You seem to have re invented some of the arguments for deontology. In particular, this...
The problem with killing grandma is that nobody wants to live in a world where you kill grandma
...is almost Rawls’s veil. Well maybe deontology flavoured utilitarianism us best kind. But maybe deontology flavoured utilitarianism is actually utilitarianism flavoured deontology.
That’s exactly what I came here to comment. But I think all these problems really come from a weird, abstract idea of “welfare” that imo doesn’t make any sense. It’s the volition of sentient beings that is important. Beings ought to get what they want to the extent that this doesn’t interfere with the same right in others. When two (or more) beings cannot both get what they want, they are obligated to try to find an acceptable compromise. (If they are not of equal degrees of intelligence, of course, the burden of ethical behavior is shared unequally—humans are responsible for treating small children or nonhuman animals correctly but they, being unable to understand moral rules, are not responsible for treating us correctly in turn.)
It is simply not reasonable to unilaterally impose one’s own desires onto others—it breaks that foundational rule.
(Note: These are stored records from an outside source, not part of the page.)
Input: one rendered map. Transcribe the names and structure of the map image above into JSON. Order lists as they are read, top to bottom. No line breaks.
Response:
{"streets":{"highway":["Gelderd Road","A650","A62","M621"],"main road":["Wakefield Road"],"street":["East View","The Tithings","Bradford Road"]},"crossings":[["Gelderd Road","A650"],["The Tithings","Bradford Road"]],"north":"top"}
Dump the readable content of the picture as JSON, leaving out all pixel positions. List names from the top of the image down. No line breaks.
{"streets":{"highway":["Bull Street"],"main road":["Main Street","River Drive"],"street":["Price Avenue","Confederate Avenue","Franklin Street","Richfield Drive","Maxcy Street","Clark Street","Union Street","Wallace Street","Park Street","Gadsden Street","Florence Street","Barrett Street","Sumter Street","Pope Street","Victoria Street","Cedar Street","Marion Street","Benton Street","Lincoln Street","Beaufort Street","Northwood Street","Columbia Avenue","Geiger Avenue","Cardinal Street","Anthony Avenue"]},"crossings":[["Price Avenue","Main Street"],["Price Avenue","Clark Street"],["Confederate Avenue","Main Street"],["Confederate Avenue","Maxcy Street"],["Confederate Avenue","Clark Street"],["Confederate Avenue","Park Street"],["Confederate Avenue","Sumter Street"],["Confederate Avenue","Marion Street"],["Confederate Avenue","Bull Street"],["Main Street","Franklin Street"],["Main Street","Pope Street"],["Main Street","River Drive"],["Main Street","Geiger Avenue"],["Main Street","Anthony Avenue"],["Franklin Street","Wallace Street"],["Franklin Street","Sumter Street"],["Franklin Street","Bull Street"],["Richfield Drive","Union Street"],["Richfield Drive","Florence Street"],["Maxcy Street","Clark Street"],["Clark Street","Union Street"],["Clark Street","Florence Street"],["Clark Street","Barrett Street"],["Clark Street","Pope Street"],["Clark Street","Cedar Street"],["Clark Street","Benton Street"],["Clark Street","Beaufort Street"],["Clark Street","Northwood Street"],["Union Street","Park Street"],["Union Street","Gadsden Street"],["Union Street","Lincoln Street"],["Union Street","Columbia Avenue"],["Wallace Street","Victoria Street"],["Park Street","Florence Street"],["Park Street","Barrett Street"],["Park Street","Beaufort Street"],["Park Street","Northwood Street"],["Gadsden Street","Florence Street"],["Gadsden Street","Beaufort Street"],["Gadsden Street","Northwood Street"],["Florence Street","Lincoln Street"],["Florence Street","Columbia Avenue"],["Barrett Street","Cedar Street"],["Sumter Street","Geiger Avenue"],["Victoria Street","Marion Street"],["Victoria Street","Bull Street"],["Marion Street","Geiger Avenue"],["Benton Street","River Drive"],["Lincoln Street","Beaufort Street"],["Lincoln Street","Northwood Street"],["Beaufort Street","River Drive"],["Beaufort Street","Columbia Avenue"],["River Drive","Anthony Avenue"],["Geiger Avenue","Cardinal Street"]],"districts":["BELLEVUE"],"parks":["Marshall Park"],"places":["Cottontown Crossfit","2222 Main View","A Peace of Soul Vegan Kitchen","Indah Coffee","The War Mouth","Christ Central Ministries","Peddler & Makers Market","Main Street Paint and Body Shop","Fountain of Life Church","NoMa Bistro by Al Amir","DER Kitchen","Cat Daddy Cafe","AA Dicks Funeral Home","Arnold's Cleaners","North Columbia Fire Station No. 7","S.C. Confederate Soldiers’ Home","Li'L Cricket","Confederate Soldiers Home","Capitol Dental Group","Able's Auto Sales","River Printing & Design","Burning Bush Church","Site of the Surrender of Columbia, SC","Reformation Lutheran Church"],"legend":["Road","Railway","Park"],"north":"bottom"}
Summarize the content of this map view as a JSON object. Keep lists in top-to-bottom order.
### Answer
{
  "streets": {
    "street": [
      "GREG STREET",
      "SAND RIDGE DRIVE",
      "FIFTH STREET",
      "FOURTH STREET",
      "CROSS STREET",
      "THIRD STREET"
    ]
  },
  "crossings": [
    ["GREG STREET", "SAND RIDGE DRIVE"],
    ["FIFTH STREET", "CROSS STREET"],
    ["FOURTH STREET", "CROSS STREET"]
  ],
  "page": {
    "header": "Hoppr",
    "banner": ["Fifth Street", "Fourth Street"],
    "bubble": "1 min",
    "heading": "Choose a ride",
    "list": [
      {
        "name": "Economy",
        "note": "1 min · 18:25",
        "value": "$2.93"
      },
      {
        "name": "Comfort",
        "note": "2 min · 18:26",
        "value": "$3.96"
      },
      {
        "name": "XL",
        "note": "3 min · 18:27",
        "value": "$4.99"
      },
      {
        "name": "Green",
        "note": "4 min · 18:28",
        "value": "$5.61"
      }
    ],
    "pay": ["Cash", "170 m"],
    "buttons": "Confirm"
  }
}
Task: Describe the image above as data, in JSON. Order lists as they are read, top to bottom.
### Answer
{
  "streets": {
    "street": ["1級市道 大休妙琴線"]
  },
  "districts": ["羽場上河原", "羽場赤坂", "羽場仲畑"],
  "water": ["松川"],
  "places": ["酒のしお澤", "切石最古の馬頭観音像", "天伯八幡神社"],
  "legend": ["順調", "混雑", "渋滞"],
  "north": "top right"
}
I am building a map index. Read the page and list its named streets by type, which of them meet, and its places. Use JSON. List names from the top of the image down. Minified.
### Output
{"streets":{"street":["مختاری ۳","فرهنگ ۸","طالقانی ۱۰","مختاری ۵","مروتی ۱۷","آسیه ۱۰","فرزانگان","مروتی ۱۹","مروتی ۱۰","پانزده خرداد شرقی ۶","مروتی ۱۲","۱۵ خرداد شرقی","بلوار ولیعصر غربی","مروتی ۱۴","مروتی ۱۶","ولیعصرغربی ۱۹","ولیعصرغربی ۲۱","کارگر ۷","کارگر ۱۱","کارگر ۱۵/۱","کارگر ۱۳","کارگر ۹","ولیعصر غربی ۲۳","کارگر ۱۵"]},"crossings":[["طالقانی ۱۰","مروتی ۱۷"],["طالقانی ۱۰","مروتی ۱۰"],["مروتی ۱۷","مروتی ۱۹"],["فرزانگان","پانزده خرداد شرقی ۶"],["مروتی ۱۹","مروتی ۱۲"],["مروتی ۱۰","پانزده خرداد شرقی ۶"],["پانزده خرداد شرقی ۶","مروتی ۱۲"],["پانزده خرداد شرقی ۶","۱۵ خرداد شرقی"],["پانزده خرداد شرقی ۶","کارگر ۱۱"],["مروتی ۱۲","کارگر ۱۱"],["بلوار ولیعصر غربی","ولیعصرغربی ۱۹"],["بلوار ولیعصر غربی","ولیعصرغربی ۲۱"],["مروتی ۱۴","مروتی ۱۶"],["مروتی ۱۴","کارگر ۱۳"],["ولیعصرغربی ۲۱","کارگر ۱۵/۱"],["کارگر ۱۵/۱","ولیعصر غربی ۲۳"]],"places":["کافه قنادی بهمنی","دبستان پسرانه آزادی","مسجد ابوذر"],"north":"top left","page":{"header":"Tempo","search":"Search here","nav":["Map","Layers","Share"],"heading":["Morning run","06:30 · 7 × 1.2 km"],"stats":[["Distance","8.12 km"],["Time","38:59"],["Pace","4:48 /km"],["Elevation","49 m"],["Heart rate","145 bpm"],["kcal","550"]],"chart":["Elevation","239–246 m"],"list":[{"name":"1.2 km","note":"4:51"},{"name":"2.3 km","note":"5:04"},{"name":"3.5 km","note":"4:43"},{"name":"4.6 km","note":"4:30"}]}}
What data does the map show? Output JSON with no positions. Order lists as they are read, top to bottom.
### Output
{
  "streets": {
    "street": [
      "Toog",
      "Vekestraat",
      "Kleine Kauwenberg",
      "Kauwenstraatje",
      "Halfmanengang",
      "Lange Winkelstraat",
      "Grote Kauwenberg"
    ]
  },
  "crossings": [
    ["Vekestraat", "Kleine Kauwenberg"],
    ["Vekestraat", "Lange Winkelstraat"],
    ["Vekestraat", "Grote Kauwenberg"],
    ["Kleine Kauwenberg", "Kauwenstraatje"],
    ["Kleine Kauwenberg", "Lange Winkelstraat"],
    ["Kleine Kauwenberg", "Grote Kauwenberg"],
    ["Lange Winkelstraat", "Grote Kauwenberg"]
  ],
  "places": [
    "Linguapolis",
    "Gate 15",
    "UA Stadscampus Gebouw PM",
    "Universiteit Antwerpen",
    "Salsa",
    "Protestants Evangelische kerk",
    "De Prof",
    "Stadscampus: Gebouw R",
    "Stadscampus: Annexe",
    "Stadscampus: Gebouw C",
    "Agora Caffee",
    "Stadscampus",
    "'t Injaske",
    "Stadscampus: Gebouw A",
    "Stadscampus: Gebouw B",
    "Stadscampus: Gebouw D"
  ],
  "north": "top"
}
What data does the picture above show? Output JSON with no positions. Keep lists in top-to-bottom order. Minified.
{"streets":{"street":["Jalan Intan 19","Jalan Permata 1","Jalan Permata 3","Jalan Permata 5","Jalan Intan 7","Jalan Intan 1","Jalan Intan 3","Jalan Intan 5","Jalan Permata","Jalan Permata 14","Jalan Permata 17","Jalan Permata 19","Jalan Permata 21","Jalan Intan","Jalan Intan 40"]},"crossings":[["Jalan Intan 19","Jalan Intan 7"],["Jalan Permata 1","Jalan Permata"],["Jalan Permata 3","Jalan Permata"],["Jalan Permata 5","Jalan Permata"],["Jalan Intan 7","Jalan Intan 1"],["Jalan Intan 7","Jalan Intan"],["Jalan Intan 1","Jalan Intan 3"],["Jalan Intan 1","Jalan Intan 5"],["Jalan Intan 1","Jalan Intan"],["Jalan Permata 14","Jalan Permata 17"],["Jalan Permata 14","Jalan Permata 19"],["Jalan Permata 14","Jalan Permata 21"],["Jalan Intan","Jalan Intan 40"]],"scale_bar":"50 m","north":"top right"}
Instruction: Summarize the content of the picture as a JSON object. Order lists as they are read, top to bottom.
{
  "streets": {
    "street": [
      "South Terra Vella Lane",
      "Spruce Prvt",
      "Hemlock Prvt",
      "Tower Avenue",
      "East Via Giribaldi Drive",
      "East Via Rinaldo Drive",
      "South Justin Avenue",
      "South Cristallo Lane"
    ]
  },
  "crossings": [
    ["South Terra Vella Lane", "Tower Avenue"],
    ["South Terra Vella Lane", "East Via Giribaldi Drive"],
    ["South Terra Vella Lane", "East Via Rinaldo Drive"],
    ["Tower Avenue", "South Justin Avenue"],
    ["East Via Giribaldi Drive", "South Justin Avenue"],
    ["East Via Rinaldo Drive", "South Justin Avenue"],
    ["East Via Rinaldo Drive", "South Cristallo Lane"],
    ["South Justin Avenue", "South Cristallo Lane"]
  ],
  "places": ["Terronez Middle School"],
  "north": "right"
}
In principle we should maximize getting-what-they-want-ness across all beings, but to do so in a way that blatantly disregards the right not to get imposed on is obscene.
That is: the right to get what you want and not get what you don’t want, is what generalizes to consequentialism over volition—not the other way around. That right is primary and must be respected as much as possible in every single instance. And all these examples disrespect that right in some way. The debate team guy made an agreement which he then broke without renegotiating it first; the people getting killed to help others did not agree that this should occur; etc.
To put it another way: people can do whatever they want as long as they don’t break contracts they have negotiated with other people. (In practice not every social contract is actually agreed to—nobody signs a contract saying they won’t murder anyone—but that’s part of how our world is not currently maximally ethical in its arrangement.) However, what people ought to do (but are not imo obligated to do) is that which, relative to their subjective knowledge, maximizes the total get-what-you-want-ness for everyone conditional upon obeying that first rule.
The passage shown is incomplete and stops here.